= Beginning of Section =
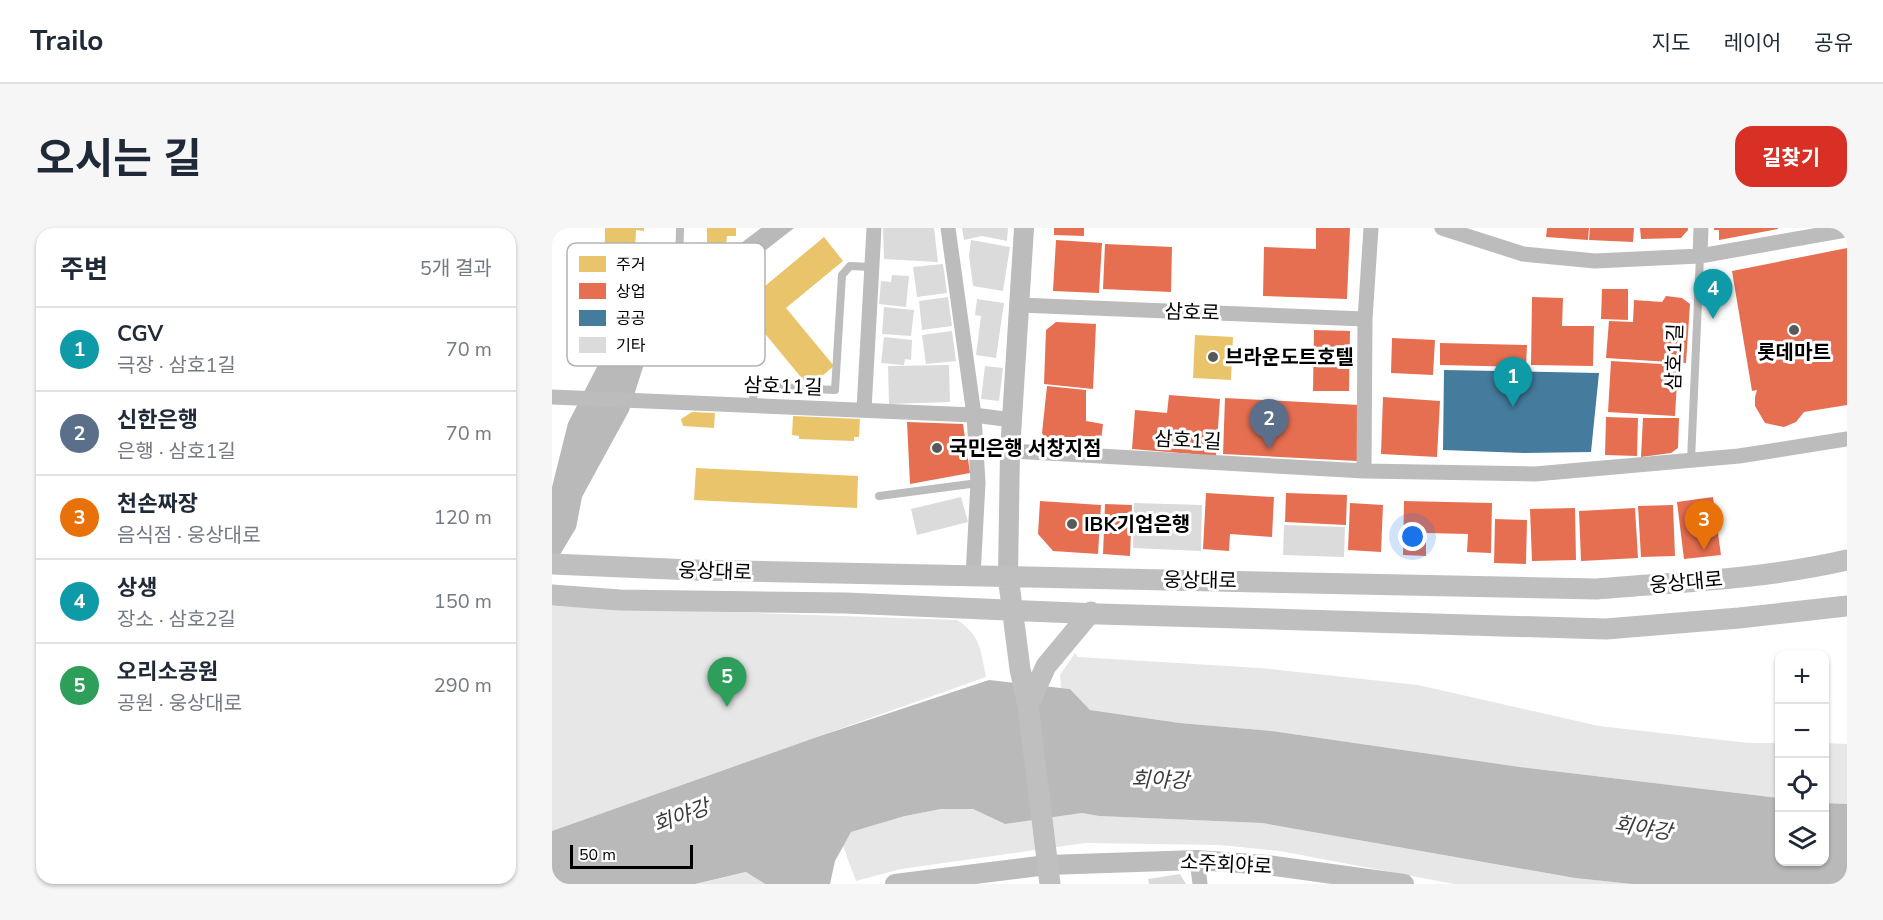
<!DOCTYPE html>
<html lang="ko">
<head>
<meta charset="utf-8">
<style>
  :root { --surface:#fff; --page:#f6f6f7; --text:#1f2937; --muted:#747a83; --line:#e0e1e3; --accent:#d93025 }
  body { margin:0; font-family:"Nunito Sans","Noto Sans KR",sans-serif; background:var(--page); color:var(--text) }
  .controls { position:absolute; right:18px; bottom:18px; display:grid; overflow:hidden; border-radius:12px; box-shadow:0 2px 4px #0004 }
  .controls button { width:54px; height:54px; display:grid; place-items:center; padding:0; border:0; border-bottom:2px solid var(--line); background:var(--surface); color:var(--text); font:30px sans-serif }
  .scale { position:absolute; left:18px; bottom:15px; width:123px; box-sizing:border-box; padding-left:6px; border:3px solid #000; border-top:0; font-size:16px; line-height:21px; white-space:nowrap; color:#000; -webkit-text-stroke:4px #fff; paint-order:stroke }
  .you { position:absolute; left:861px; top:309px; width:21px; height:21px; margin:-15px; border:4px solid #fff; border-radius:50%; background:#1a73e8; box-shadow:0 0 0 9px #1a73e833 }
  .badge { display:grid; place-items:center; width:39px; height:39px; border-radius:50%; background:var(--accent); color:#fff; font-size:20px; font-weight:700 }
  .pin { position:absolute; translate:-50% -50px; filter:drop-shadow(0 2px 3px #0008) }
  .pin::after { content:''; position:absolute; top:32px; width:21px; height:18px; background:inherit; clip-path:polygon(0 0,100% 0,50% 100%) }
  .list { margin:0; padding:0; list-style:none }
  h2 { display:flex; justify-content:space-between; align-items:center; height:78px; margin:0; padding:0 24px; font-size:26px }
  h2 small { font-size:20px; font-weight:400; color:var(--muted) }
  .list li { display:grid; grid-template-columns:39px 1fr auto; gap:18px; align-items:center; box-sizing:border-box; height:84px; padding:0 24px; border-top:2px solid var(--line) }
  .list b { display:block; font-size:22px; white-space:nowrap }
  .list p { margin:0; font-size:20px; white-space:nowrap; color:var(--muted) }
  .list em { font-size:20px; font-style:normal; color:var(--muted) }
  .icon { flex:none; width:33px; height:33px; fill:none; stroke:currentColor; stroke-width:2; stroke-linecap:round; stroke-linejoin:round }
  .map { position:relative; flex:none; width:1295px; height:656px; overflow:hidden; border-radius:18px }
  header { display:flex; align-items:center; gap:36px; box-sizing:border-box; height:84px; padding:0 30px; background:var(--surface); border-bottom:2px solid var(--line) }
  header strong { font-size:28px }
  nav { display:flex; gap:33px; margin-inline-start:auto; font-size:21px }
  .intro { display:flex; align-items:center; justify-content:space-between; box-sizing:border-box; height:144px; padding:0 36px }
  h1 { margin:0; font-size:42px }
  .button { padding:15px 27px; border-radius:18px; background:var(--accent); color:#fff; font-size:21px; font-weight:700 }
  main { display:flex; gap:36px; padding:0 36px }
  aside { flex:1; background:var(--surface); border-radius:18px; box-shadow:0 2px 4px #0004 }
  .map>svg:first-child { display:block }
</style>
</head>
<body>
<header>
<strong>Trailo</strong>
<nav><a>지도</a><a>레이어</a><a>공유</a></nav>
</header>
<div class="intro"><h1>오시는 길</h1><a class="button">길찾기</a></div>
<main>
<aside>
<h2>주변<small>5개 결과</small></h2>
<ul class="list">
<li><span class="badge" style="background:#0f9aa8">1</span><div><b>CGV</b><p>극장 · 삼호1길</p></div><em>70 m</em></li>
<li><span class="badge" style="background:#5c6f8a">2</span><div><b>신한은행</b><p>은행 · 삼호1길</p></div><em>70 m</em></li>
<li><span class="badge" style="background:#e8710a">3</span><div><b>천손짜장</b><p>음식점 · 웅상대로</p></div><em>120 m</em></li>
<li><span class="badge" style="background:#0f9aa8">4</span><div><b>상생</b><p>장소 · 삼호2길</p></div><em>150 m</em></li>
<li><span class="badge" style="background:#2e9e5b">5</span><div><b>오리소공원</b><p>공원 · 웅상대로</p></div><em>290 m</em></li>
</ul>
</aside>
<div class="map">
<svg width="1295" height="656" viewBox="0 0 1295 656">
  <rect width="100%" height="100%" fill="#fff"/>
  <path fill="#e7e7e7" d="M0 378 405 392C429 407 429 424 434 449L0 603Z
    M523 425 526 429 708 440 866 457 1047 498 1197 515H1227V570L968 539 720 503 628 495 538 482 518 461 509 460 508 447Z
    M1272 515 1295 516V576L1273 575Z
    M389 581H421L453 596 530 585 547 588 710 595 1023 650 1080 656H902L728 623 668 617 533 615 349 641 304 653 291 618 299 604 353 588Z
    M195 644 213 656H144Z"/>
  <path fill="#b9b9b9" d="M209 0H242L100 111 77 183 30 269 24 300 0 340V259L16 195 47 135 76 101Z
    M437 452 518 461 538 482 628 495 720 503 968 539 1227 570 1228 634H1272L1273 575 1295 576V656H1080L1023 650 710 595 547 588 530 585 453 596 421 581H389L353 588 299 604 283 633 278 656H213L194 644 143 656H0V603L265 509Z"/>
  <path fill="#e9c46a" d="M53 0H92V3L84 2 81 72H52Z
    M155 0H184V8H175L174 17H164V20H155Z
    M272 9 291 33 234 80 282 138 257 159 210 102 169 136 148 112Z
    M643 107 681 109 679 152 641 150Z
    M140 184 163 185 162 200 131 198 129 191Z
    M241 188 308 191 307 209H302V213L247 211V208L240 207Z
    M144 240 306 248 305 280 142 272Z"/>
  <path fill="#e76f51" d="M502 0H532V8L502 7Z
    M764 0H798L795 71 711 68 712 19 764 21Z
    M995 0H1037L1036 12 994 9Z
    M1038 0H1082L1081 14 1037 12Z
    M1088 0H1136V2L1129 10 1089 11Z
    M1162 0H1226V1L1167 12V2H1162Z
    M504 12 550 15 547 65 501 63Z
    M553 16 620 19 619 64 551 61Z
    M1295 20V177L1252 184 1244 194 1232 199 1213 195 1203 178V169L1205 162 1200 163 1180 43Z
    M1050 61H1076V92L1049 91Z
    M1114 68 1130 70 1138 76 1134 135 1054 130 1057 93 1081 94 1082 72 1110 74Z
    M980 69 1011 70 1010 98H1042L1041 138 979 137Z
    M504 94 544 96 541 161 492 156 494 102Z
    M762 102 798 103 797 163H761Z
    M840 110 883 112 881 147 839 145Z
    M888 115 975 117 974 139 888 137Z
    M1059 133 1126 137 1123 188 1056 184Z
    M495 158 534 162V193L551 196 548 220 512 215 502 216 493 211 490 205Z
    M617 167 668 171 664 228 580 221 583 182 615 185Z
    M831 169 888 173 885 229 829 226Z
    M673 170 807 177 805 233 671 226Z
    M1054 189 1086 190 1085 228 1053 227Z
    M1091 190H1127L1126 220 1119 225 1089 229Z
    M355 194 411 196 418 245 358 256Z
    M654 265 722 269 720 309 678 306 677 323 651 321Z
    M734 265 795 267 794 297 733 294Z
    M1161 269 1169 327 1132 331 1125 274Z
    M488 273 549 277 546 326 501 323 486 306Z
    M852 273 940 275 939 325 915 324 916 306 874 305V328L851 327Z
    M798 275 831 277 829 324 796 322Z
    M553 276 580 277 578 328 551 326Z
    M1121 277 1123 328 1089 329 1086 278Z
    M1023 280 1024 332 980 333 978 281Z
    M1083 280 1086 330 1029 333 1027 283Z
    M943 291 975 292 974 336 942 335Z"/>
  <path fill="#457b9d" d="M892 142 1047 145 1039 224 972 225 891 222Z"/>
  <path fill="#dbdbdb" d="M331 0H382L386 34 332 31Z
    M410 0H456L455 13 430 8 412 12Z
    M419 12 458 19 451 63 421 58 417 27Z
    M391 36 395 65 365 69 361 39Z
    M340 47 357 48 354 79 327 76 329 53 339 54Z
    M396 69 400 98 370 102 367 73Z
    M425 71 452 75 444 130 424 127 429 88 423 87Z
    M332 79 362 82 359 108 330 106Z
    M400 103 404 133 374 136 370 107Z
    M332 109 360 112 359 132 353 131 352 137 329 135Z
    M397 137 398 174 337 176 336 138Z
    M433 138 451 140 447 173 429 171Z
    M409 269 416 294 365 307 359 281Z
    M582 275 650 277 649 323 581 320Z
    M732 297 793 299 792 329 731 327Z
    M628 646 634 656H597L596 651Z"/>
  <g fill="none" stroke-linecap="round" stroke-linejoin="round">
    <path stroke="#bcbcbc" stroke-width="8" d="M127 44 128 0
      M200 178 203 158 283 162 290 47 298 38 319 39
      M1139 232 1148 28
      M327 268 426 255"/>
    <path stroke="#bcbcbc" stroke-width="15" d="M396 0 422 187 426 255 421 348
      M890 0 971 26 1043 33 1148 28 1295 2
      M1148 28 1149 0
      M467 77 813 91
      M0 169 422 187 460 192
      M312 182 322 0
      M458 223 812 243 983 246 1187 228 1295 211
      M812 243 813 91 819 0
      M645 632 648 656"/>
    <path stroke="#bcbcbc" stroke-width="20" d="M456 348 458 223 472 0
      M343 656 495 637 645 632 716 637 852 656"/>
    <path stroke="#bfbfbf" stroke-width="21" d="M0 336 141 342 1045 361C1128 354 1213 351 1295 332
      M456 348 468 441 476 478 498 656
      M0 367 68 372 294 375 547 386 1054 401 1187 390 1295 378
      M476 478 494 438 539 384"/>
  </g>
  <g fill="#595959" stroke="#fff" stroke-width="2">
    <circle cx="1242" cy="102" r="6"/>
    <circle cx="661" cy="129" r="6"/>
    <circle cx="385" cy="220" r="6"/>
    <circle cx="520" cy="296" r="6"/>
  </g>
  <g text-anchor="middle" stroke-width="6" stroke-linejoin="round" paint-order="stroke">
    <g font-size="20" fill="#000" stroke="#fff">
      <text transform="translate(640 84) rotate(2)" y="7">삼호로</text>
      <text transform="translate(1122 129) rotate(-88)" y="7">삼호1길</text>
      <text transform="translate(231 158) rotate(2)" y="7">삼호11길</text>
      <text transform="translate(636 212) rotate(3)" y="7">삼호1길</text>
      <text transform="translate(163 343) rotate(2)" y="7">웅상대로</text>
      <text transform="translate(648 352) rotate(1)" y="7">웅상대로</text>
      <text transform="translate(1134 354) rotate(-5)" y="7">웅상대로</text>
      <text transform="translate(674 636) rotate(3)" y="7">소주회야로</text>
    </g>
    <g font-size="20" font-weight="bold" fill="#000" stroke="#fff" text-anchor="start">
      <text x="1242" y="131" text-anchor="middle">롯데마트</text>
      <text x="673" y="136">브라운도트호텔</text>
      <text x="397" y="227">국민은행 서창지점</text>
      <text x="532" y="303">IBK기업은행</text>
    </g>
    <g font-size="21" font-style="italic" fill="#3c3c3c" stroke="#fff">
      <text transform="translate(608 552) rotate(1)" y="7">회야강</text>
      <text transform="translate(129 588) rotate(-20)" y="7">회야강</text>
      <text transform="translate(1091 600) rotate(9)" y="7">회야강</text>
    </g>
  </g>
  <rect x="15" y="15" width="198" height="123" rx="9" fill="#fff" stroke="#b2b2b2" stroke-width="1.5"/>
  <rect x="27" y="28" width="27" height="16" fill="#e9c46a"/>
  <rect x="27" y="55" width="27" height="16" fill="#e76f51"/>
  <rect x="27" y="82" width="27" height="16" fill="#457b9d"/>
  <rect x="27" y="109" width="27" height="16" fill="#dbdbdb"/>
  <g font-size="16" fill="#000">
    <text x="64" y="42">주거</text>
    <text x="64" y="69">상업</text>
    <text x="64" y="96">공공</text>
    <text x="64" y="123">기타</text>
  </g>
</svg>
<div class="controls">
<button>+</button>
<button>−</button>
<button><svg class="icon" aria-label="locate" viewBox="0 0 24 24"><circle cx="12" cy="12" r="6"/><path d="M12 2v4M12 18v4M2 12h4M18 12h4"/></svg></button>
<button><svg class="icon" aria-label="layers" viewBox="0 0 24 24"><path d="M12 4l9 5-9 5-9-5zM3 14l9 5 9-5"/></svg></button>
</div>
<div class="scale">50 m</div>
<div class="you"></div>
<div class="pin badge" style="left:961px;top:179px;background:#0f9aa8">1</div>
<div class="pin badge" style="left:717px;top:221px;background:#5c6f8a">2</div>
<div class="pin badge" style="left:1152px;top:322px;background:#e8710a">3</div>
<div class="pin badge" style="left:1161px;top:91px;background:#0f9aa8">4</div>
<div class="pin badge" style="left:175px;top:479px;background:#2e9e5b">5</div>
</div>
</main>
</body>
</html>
= End of Section =
▶ Exercise objective
Across the entries, tally every line that contains the word "absolute" and report the sum by itself.

▶ Answer
5